La signature, le 13 août, d'un accord, censé mettre fin à la guerre larvée qui sévit depuis la fin janvier entre les rebelles albanophones de l'UCK et les forces officielles du gouvernement macédonien, a été suivie immédiatement d'un début de déploiement des forces militaires de l'Otan.
Cette apparente amorce de " solution " à la crise macédonienne est patronnée avec ostention par les grandes puissances, représentées par les dirigeants de l'Otan, de l'Union européenne et de l'OSCE. L'instabilité entretenue par cette guerre dans le bourbier des Balkans, qu'elles ont contribué à créer depuis plus de dix ans, ne les satisfait sans doute pas, même si elles peuvent aussi s'en accommoder.

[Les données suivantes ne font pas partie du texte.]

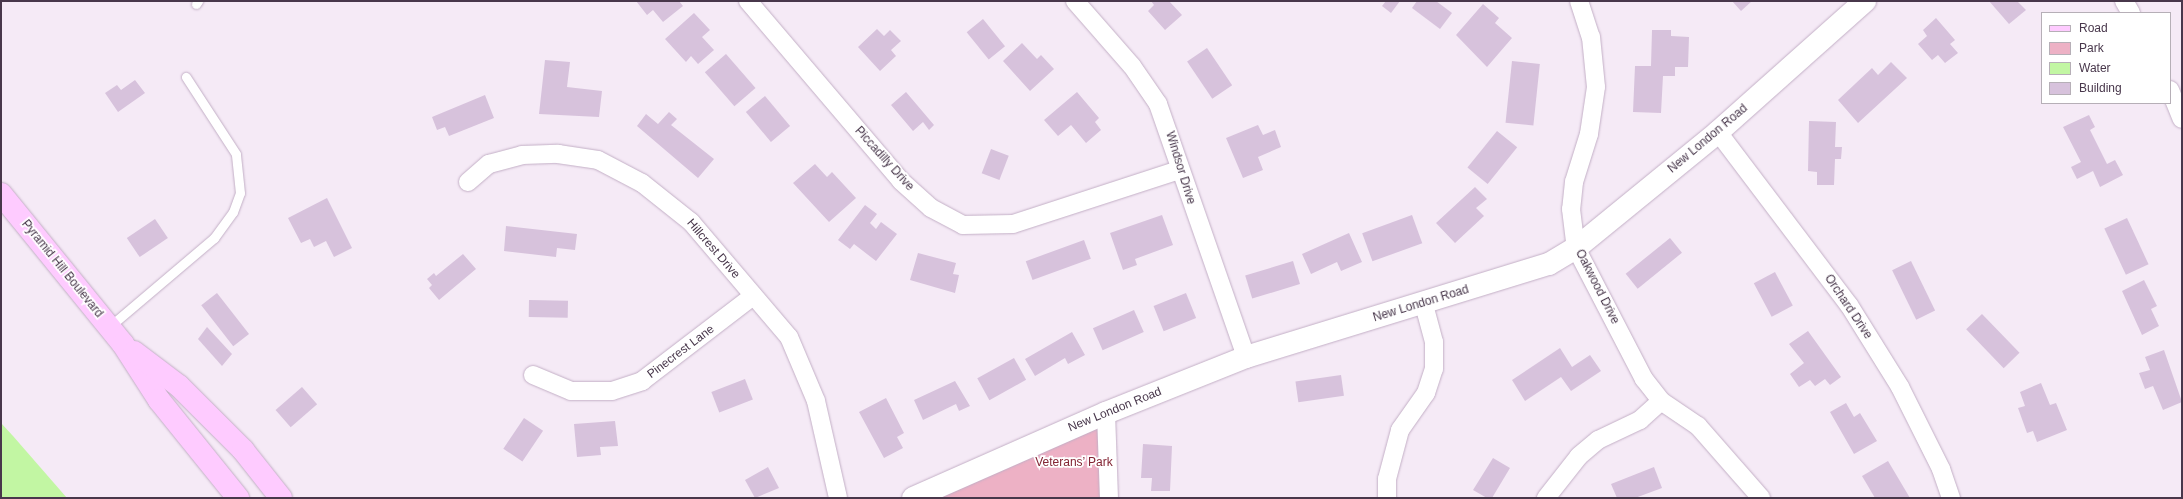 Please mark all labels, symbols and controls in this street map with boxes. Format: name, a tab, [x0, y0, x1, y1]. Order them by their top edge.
legend	[2041, 12, 2171, 104]
text: Road	[2079, 21, 2108, 35]
text: Park	[2079, 41, 2104, 55]
text: Water	[2079, 61, 2111, 75]
text: Building	[2079, 81, 2122, 95]
street label: New London Road	[1665, 102, 1751, 176]
street label: Piccadilly Drive	[851, 124, 917, 194]
street label: Windsor Drive	[1162, 130, 1198, 206]
street label: Hillcrest Drive	[683, 216, 743, 282]
street label: Pyramid Hill Boulevard	[18, 217, 106, 321]
street label: Oakwood Drive	[1572, 247, 1622, 327]
street label: Orchard Drive	[1821, 272, 1875, 342]
street label: New London Road	[1371, 283, 1471, 325]
street label: Pinecrest Lane	[645, 322, 717, 382]
street label: New London Road	[1066, 385, 1164, 435]
park label: Veterans’ Park	[1035, 456, 1113, 470]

Cet accord du 13 août est pourtant bien fragile. Il a été signé par les représentants des quatre principaux partis en
Macédoine : il s'agit du SDSM social-démocrate et du VMRO-DMPNE nationaliste, tous deux prétendant représenter la majorité slave des deux millions d'habitants de la Macédoine, ainsi que le PDP et le PDA, tous deux représentant la minorité albanaise, soit environ un quart de la population.

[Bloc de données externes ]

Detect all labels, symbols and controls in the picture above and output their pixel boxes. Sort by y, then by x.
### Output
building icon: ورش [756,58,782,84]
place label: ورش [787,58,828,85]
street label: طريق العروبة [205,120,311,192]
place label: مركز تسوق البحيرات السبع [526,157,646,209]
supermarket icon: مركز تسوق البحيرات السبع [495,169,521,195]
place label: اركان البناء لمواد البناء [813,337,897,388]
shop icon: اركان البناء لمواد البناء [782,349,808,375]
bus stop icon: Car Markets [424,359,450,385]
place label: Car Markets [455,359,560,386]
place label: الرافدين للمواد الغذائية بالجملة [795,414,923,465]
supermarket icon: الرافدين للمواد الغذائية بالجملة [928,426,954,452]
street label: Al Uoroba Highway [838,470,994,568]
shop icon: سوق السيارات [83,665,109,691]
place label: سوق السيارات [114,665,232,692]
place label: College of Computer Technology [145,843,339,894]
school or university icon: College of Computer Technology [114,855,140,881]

Ces quatre partis forment à Skopje, la capitale macédonienne, un gouvernement d'union nationale. Mais il reste que l'UCK, l'organisation de la guérilla albanaise de Macédoine, n'a pas été associée directement aux négociations qui ont précédé l'accord et que, même si aujourd'hui au moins certains de ses chefs déclarent qu'ils les respecteront, ils n'ont quant à eux rien signé. Or, le hic, c'est que cet accord prévoit entre autres choses que les combattants de l'UCK rendent leurs armes aux forces de l'Otan... ce qui est loin d'être fait.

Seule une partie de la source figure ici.